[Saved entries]
-.-.-

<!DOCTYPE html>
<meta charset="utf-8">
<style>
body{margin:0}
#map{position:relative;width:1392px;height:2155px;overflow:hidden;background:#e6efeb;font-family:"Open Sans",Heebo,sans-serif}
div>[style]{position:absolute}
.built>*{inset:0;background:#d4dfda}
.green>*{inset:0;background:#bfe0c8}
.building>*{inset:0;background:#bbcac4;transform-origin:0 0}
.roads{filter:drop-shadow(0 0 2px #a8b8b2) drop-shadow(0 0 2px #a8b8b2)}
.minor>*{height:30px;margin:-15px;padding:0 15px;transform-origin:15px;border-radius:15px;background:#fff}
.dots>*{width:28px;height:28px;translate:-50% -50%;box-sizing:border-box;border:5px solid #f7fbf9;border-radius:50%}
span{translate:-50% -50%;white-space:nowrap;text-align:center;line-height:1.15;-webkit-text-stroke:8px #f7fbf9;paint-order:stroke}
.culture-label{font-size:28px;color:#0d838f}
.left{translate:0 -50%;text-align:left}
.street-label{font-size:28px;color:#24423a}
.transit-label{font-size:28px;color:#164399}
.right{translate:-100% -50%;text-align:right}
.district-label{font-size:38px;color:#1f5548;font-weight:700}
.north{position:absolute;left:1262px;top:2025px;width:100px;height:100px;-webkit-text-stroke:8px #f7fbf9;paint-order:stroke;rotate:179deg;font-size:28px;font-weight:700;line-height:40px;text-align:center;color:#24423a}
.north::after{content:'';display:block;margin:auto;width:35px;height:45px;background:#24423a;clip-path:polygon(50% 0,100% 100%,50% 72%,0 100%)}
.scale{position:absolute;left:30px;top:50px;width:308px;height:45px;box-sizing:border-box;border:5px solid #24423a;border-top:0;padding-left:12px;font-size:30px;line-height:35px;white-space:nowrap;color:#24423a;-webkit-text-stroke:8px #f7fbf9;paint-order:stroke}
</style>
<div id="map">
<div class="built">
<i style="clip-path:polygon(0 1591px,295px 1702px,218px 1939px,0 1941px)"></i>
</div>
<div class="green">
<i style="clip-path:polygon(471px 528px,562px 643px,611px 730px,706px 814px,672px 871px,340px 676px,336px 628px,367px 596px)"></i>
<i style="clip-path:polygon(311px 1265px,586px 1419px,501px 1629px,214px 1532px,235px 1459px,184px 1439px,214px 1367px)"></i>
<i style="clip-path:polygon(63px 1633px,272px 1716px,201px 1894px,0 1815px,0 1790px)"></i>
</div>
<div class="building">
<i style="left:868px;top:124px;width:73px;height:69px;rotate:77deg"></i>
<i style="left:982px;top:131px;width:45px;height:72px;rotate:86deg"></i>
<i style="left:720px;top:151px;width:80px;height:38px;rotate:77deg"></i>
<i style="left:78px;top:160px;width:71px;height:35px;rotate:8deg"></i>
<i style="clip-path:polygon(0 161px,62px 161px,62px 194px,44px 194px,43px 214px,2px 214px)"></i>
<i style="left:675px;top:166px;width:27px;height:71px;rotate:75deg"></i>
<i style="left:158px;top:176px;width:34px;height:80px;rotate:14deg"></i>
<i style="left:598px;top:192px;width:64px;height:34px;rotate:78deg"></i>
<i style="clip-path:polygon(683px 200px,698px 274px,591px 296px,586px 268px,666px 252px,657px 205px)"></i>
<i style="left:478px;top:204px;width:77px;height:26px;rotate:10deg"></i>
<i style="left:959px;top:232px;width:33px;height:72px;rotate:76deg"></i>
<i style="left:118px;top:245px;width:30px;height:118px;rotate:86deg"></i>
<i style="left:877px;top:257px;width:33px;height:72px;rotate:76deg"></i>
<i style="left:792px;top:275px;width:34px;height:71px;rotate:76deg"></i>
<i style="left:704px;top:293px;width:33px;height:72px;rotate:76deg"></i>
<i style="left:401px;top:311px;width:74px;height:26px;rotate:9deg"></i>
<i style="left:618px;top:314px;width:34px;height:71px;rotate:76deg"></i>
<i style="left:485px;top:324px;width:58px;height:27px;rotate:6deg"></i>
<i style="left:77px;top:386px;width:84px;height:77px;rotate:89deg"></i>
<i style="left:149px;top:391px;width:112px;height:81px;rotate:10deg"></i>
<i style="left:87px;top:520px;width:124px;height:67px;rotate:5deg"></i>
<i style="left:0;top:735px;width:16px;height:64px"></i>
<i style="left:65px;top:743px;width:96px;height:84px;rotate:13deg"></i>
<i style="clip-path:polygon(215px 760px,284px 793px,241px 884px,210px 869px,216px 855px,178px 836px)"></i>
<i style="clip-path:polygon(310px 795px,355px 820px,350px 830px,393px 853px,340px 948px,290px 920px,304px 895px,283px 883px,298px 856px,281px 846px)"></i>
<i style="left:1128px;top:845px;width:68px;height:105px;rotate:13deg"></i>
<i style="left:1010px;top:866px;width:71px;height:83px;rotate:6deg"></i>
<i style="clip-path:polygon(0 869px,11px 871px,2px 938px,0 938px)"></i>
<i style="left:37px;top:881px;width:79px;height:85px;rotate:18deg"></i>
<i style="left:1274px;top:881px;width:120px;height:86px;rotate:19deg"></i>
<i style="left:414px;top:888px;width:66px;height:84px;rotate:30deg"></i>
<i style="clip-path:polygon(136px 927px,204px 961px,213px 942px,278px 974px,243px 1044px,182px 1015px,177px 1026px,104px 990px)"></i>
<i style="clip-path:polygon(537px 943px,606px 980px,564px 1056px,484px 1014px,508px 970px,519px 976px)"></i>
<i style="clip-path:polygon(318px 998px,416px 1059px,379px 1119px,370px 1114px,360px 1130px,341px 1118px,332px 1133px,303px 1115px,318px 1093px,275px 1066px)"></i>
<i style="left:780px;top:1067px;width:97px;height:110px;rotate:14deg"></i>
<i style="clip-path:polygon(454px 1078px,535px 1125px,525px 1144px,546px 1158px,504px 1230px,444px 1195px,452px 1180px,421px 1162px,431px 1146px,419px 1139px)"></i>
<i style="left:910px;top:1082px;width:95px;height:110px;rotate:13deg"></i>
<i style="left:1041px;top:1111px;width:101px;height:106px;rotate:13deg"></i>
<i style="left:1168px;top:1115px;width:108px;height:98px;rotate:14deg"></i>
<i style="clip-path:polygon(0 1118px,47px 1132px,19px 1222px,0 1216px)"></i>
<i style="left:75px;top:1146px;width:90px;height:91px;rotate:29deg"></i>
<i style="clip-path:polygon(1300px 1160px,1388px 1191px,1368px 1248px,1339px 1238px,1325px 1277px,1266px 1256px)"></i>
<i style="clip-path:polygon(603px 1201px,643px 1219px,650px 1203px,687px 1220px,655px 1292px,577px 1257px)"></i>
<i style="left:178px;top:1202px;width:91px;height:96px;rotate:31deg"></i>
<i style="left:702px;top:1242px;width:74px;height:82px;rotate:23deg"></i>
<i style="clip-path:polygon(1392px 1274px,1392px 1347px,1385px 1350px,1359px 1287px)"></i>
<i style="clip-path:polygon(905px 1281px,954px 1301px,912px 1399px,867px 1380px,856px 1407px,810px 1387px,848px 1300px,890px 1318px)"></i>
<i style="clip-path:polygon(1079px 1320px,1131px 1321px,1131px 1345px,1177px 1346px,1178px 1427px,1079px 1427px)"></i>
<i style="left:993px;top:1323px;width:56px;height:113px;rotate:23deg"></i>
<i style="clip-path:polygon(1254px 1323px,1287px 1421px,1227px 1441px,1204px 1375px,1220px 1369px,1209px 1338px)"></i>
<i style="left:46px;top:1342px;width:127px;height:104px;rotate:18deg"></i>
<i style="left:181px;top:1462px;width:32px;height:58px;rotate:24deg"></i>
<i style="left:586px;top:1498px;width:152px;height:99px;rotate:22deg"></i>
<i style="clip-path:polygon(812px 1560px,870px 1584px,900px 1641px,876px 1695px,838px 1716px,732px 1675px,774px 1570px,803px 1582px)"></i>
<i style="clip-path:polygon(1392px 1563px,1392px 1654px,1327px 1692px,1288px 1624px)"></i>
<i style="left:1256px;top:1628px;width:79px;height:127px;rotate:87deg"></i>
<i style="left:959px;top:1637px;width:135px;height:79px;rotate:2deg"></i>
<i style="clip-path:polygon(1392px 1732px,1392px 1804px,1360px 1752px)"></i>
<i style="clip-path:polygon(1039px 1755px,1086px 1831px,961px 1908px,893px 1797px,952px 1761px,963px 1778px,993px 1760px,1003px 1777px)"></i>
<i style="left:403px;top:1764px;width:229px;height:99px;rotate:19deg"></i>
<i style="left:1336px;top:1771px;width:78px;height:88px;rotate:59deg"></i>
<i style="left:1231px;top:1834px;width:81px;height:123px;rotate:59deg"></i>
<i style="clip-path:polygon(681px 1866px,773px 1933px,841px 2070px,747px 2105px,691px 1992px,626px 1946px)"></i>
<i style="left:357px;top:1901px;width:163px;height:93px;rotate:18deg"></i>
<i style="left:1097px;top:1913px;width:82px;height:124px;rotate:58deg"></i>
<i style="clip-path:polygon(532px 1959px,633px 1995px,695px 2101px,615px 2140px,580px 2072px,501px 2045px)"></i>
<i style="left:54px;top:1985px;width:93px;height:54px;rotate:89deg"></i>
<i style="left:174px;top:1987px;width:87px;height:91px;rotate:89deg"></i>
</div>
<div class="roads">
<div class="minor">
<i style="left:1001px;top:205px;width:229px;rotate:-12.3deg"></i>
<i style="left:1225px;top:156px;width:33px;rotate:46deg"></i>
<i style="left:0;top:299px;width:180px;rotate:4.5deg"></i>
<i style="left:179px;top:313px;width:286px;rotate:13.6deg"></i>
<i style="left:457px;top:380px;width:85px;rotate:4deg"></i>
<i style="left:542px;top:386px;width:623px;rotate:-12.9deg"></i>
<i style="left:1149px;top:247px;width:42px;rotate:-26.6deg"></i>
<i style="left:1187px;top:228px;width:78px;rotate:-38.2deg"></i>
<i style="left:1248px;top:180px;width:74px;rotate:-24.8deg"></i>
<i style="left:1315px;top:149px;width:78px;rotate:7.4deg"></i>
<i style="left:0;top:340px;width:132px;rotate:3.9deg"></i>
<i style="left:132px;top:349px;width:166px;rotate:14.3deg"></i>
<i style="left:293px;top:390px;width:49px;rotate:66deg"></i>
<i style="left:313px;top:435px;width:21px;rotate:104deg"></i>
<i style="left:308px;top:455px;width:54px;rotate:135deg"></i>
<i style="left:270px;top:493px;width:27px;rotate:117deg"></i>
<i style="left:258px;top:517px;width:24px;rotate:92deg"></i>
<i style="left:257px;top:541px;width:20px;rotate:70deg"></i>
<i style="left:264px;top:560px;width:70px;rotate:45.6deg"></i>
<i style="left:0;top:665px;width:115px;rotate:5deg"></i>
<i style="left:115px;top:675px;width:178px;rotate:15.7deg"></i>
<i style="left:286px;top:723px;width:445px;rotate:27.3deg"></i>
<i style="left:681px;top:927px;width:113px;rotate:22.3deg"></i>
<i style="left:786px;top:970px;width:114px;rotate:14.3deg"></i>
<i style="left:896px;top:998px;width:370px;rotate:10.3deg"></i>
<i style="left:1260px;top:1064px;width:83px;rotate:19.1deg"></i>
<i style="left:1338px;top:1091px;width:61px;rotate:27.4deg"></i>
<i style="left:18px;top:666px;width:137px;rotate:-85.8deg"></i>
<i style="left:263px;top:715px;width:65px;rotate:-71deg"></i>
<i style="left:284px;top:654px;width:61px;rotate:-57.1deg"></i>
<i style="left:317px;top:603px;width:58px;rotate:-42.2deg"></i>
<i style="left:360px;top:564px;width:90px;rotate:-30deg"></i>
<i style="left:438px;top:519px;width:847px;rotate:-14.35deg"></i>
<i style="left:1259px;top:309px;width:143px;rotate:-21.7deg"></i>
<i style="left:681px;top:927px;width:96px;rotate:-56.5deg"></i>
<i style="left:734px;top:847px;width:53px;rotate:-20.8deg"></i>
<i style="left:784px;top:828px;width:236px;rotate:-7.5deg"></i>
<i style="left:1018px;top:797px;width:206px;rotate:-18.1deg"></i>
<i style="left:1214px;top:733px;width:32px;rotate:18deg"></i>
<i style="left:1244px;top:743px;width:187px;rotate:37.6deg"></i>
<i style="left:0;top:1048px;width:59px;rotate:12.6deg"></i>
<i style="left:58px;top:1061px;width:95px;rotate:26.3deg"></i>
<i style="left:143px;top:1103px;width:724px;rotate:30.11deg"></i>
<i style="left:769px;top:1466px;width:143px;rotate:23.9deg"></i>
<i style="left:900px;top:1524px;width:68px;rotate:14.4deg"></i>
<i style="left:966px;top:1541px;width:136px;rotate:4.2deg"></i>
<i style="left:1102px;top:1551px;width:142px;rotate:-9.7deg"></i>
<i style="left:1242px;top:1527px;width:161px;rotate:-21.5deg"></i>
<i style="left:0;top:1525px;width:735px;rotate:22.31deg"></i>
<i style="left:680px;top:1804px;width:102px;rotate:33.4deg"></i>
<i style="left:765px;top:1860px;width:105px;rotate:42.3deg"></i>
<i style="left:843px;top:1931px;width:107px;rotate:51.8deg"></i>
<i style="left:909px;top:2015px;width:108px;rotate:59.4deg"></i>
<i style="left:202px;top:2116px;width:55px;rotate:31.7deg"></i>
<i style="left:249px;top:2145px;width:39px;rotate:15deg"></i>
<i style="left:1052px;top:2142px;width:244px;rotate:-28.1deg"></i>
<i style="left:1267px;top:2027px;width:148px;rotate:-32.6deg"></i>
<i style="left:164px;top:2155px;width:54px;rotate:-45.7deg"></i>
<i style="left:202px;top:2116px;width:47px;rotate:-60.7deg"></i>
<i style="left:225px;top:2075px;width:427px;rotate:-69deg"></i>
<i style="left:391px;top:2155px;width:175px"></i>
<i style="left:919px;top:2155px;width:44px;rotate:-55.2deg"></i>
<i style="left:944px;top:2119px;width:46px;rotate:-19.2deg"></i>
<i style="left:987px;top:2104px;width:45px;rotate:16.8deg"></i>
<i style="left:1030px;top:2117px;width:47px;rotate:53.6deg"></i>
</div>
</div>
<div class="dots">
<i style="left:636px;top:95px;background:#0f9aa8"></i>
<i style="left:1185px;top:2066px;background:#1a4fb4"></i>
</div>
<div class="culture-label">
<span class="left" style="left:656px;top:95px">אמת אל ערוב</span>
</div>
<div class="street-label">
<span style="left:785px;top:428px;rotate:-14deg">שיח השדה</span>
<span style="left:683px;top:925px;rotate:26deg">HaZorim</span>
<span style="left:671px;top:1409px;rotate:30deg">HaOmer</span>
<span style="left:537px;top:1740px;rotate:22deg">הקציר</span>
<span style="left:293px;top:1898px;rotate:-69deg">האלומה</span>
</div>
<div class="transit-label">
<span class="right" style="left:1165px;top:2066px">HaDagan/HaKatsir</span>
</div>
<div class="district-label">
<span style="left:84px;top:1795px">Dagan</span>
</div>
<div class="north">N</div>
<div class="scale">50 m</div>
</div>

-.-.-

* **BRIEF**
Output, exactly and in full, the lines from the start of the entries above through the line that contains "2px #a8b8b2) drop-shadow(0".

* **ANSWER SPACE**
<!DOCTYPE html>
<meta charset="utf-8">
<style>
body{margin:0}
#map{position:relative;width:1392px;height:2155px;overflow:hidden;background:#e6efeb;font-family:"Open Sans",Heebo,sans-serif}
div>[style]{position:absolute}
.built>*{inset:0;background:#d4dfda}
.green>*{inset:0;background:#bfe0c8}
.building>*{inset:0;background:#bbcac4;transform-origin:0 0}
.roads{filter:drop-shadow(0 0 2px #a8b8b2) drop-shadow(0 0 2px #a8b8b2)}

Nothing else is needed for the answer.